Nea Koroni (Νέα Κορώνη) is a village in Messenia, part of the municipal unit of Aipeia. Its population is 234 (2021 census).

==History==
Originally there was one village named Kastellia on the nearby hill of Goula (less than 1 km away of Nea Koroni).
At this location in the ancient times existed the city of Kolonides. The Greek Pausanias (geographer) in his book "Messiniaka" reports that the people of Kolonides stated that they were not Messenians
but Athenians brought from Attica by Kolainos(Greek:Κόλαινος). Kolainos is said that he followed a prophecy and was brought to the location where he founded Kolonides by
following a korydon (bird).

Kastellia were named after the watch towers (Italian:Castello) the Venetians built at the top of the hill of Goula at 1200 AC. Kastellia played a part in the Greek War of Independence against the Ottoman Empire.
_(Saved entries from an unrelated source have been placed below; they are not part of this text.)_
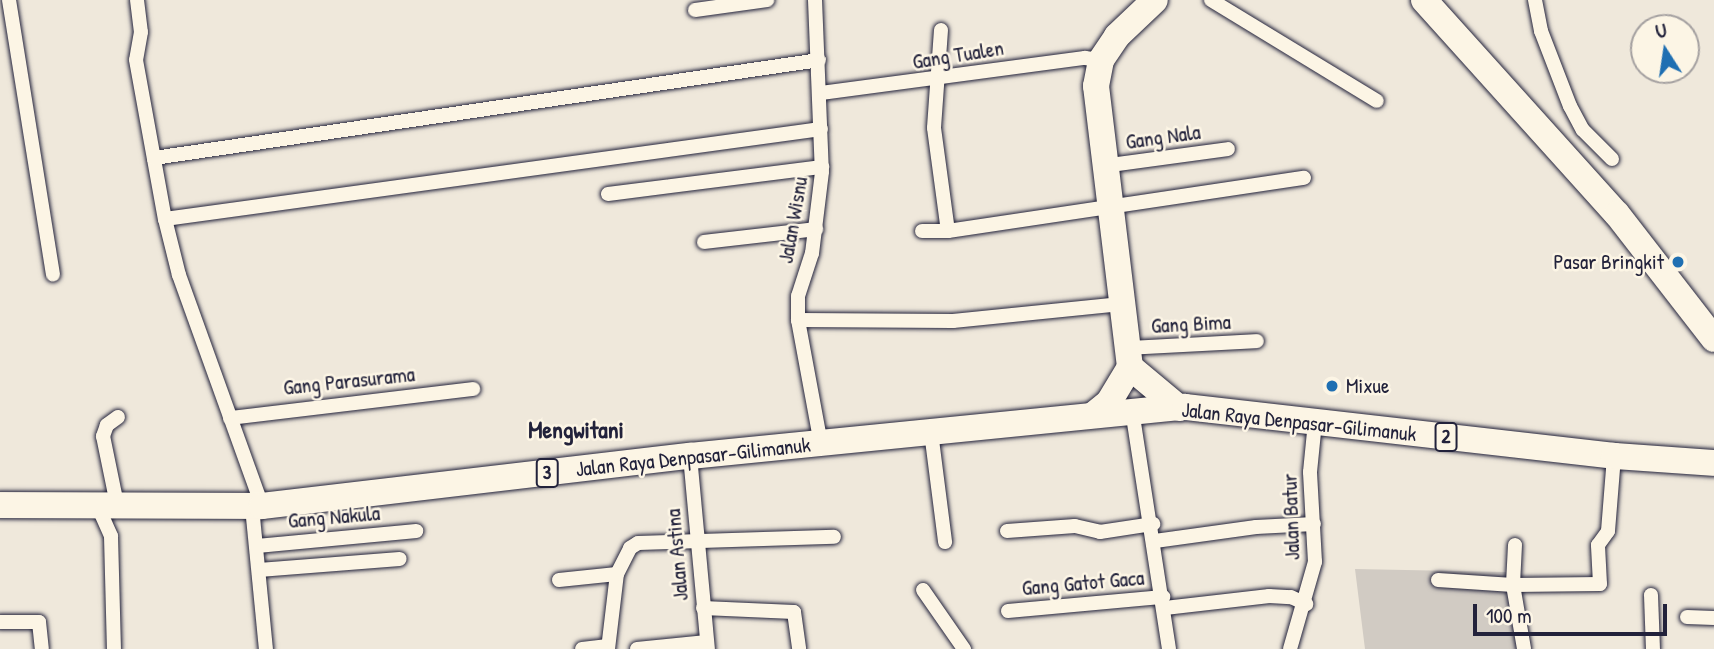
<!DOCTYPE html>
<html>
<head>
<meta charset="utf-8">
<style>
  body { margin:0 }
  #map { position:relative; width:1714px; height:649px; overflow:hidden; background:#efe8db; font-family:"Patrick Hand",sans-serif }
  div>[style] { position:absolute }
  .green>* { inset:0; background:#d1cbc3 }
  .roads { filter:drop-shadow(0 0 2px #22223b) drop-shadow(0 0 2px #22223b) }
  .street>* { height:14px; margin:-7px; padding:0 7px; transform-origin:7px; border-radius:7px; background:#fcf5e5 }
  .highway>* { height:26px; margin:-13px; padding:0 13px; transform-origin:13px; border-radius:13px; background:#fcf5e5 }
  .dots>* { width:19px; height:19px; translate:-50% -50%; box-sizing:border-box; border:4px solid #fcf5e5; border-radius:50% }
  span { translate:-50% -50%; white-space:nowrap; text-align:center; line-height:1.15; -webkit-text-stroke:5px #fcf5e5; paint-order:stroke }
  .shield-label span { padding:2px 5px; background:#fcf5e5; border:2px solid; border-radius:5px; -webkit-text-stroke-width:0 }
  .shield-label { font-size:19px; color:#22223b; font-weight:700 }
  .street-label { font-size:21px; color:#22223b }
  .poi-label { font-size:21px; color:#22223b }
  .right { translate:-100% -50%; text-align:right }
  .left { translate:0 -50%; text-align:left }
  .quarter-label { font-size:24px; color:#22223b; font-weight:700 }
  .north { position:absolute; left:1630px; top:14px; width:70px; height:70px; box-sizing:border-box; background:#fcf5e5; border:2px solid #a5a1a1; border-radius:50%; rotate:348deg; font-size:19px; font-weight:700; line-height:28px; text-align:center; color:#22223b }
  .north::after { content:''; display:block; margin:auto; width:24px; height:32px; background:#1f6fb2; clip-path:polygon(50% 0,100% 100%,50% 72%,0 100%) }
  .scale { position:absolute; left:1473px; top:604px; width:194px; height:32px; box-sizing:border-box; border:4px solid #22223b; border-top:0; padding-left:9px; font-size:21px; line-height:24px; white-space:nowrap; color:#22223b; -webkit-text-stroke:5px #fcf5e5; paint-order:stroke }
</style>
</head>
<body>
<div id="map">
  <div class="green">
    <div style="clip-path:polygon(1355px 569px,1506px 572px,1523px 649px,1365px 649px)"></div>
  </div>
  <div class="roads">
    <div class="street">
      <div style="left:9px;top:0;width:278px;rotate:80.9deg"></div>
      <div style="left:137px;top:0;width:32px;rotate:83deg"></div>
      <div style="left:141px;top:32px;width:28px;rotate:100deg"></div>
      <div style="left:136px;top:60px;width:162px;rotate:79.7deg"></div>
      <div style="left:165px;top:219px;width:58px;rotate:76deg"></div>
      <div style="left:179px;top:275px;width:245px;rotate:70.2deg"></div>
      <div style="left:815px;top:0;width:172px;rotate:87.7deg"></div>
      <div style="left:822px;top:172px;width:82px;rotate:97deg"></div>
      <div style="left:812px;top:253px;width:45px;rotate:108deg"></div>
      <div style="left:798px;top:296px;width:24px;rotate:90deg"></div>
      <div style="left:798px;top:320px;width:126px;rotate:79.5deg"></div>
      <div style="left:1211px;top:0;width:194px;rotate:31.3deg"></div>
      <div style="left:1535px;top:0;width:32px;rotate:79deg"></div>
      <div style="left:1541px;top:31px;width:80px;rotate:68.9deg"></div>
      <div style="left:1570px;top:106px;width:27px;rotate:62deg"></div>
      <div style="left:1583px;top:130px;width:41px;rotate:45deg"></div>
      <div style="left:695px;top:10px;width:73px;rotate:-7.9deg"></div>
      <div style="left:941px;top:30px;width:98px;rotate:94.1deg"></div>
      <div style="left:934px;top:128px;width:104px;rotate:82.3deg"></div>
      <div style="left:821px;top:93px;width:266px;rotate:-7.6deg"></div>
      <div style="left:1085px;top:58px;width:16px;rotate:7deg"></div>
      <div style="left:154px;top:158px;width:672px;rotate:-8.38deg"></div>
      <div style="left:1103px;top:166px;width:126px;rotate:-7.7deg"></div>
      <div style="left:608px;top:194px;width:216px;rotate:-7.2deg"></div>
      <div style="left:165px;top:219px;width:662px;rotate:-7.81deg"></div>
      <div style="left:922px;top:231px;width:26px"></div>
      <div style="left:948px;top:231px;width:360px;rotate:-8.5deg"></div>
      <div style="left:704px;top:242px;width:113px;rotate:-6.6deg"></div>
      <div style="left:798px;top:320px;width:155px;rotate:0.4deg"></div>
      <div style="left:953px;top:321px;width:169px;rotate:-5.8deg"></div>
      <div style="left:1128px;top:348px;width:129px;rotate:-3.1deg"></div>
      <div style="left:1132px;top:410px;width:242px;rotate:81.2deg"></div>
      <div style="left:118px;top:417px;width:14px;rotate:144deg"></div>
      <div style="left:107px;top:425px;width:12px;rotate:110deg"></div>
      <div style="left:103px;top:436px;width:75px;rotate:78.4deg"></div>
      <div style="left:230px;top:418px;width:245px;rotate:-6.8deg"></div>
      <div style="left:931px;top:432px;width:111px;rotate:82.7deg"></div>
      <div style="left:690px;top:456px;width:194px;rotate:84.7deg"></div>
      <div style="left:252px;top:507px;width:143px;rotate:84.4deg"></div>
      <div style="left:99px;top:509px;width:30px;rotate:66deg"></div>
      <div style="left:111px;top:536px;width:113px;rotate:88.5deg"></div>
      <div style="left:1007px;top:531px;width:68px;rotate:-4.2deg"></div>
      <div style="left:1075px;top:526px;width:26px;rotate:13deg"></div>
      <div style="left:1100px;top:532px;width:54px;rotate:-8.6deg"></div>
      <div style="left:1155px;top:541px;width:102px;rotate:-7.9deg"></div>
      <div style="left:1256px;top:527px;width:58px;rotate:-3deg"></div>
      <div style="left:1515px;top:545px;width:40px;rotate:92.9deg"></div>
      <div style="left:1513px;top:585px;width:65px;rotate:80.2deg"></div>
      <div style="left:257px;top:546px;width:160px;rotate:-5.4deg"></div>
      <div style="left:259px;top:570px;width:141px;rotate:-4.5deg"></div>
      <div style="left:559px;top:580px;width:58px;rotate:-5.9deg"></div>
      <div style="left:1438px;top:580px;width:75px;rotate:3.8deg"></div>
      <div style="left:1513px;top:585px;width:87px;rotate:-0.7deg"></div>
      <div style="left:1600px;top:584px;width:39px;rotate:-93deg"></div>
      <div style="left:1598px;top:545px;width:17px;rotate:-54deg"></div>
      <div style="left:1608px;top:531px;width:75px;rotate:-85.4deg"></div>
      <div style="left:923px;top:590px;width:72px;rotate:55.2deg"></div>
      <div style="left:1651px;top:595px;width:54px;rotate:87.9deg"></div>
      <div style="left:703px;top:608px;width:91px;rotate:2.5deg"></div>
      <div style="left:794px;top:612px;width:37px;rotate:82deg"></div>
      <div style="left:1165px;top:608px;width:105px;rotate:-6.6deg"></div>
      <div style="left:1269px;top:596px;width:22px;rotate:3deg"></div>
      <div style="left:1291px;top:597px;width:17px;rotate:25deg"></div>
      <div style="left:1008px;top:611px;width:156px;rotate:-5.2deg"></div>
      <div style="left:1687px;top:617px;width:27px;rotate:2deg"></div>
      <div style="left:0;top:622px;width:39px"></div>
      <div style="left:39px;top:622px;width:27px;rotate:84deg"></div>
      <div style="left:582px;top:649px;width:26px;rotate:-7deg"></div>
      <div style="left:608px;top:649px;width:76px;rotate:-83.2deg"></div>
      <div style="left:617px;top:574px;width:29px;rotate:-63deg"></div>
      <div style="left:630px;top:548px;width:9px;rotate:-32deg"></div>
      <div style="left:638px;top:543px;width:196px;rotate:-1.8deg"></div>
      <div style="left:637px;top:649px;width:70px;rotate:-5.7deg"></div>
      <div style="left:1290px;top:649px;width:91px;rotate:-74deg"></div>
      <div style="left:1315px;top:562px;width:90px;rotate:-93.2deg"></div>
      <div style="left:1310px;top:472px;width:50px;rotate:-84.3deg"></div>
    </div>
    <div class="highway">
      <div style="left:1424px;top:0;width:288px;rotate:48deg"></div>
      <div style="left:1617px;top:214px;width:158px;rotate:52.2deg"></div>
      <div style="left:1130px;top:367px;width:64px;rotate:39.9deg"></div>
      <div style="left:1093px;top:415px;width:21px;rotate:-39deg"></div>
      <div style="left:1109px;top:402px;width:41px;rotate:-59deg"></div>
      <div style="left:1130px;top:367px;width:283px;rotate:-96.9deg"></div>
      <div style="left:1096px;top:86px;width:26px;rotate:-79deg"></div>
      <div style="left:1101px;top:60px;width:29px;rotate:-56deg"></div>
      <div style="left:1117px;top:36px;width:52px;rotate:-43.5deg"></div>
      <div style="left:0;top:505px;width:262px;rotate:0.2deg"></div>
      <div style="left:262px;top:506px;width:431px;rotate:-6.7deg"></div>
      <div style="left:690px;top:456px;width:497px;rotate:-5.7deg"></div>
      <div style="left:1185px;top:407px;width:432px;rotate:6.5deg"></div>
      <div style="left:1614px;top:456px;width:100px;rotate:4deg"></div>
    </div>
  </div>
  <div class="dots">
    <div style="left:1678px;top:262px;background:#1f6fb2"></div>
    <div style="left:1332px;top:386px;background:#1f6fb2"></div>
  </div>
  <div class="shield-label">
    <span style="left:1446px;top:437px">2</span>
    <span style="left:547px;top:473px">3</span>
  </div>
  <div class="street-label">
    <span style="left:958px;top:55px;rotate:-9deg">Gang Tualen</span>
    <span style="left:1163px;top:137px;rotate:-8deg">Gang Nala</span>
    <span style="left:793px;top:220px;rotate:-80deg">Jalan Wisnu</span>
    <span style="left:1191px;top:324px;rotate:-3deg">Gang Bima</span>
    <span style="left:349px;top:381px;rotate:-6deg">Gang Parasurama</span>
    <span style="left:1299px;top:422px;rotate:6deg">Jalan Raya Denpasar-Gilimanuk</span>
    <span style="left:693px;top:457px;rotate:-6deg">Jalan Raya Denpasar-Gilimanuk</span>
    <span style="left:334px;top:517px;rotate:-5deg">Gang Nakula</span>
    <span style="left:1291px;top:517px;rotate:-92deg">Jalan Batur</span>
    <span style="left:677px;top:555px;rotate:-95deg">Jalan Astina</span>
    <span style="left:1083px;top:583px;rotate:-5deg">Gang Gatot Gaca</span>
  </div>
  <div class="poi-label">
    <span class="right" style="left:1664px;top:262px">Pasar Bringkit</span>
    <span class="left" style="left:1346px;top:386px">Mixue</span>
  </div>
  <div class="quarter-label">
    <span style="left:576px;top:430px">Mengwitani</span>
  </div>
  <div class="north">U</div>
  <div class="scale">100 m</div>
</div>
</body>
</html>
An earthquake at the day of Friday 15 August 1886 struck the village and brought it to the ground. A matter of relocating the village occurred at that point.

The village was divided then and half of the people of Kastellia founded Nea Koroni at the location of Kadianika nearby the hill of Goula. Nea Koroni was built according to a unique design. The whole village, its roads and blocks, shape the United Kingdom's Union Flag.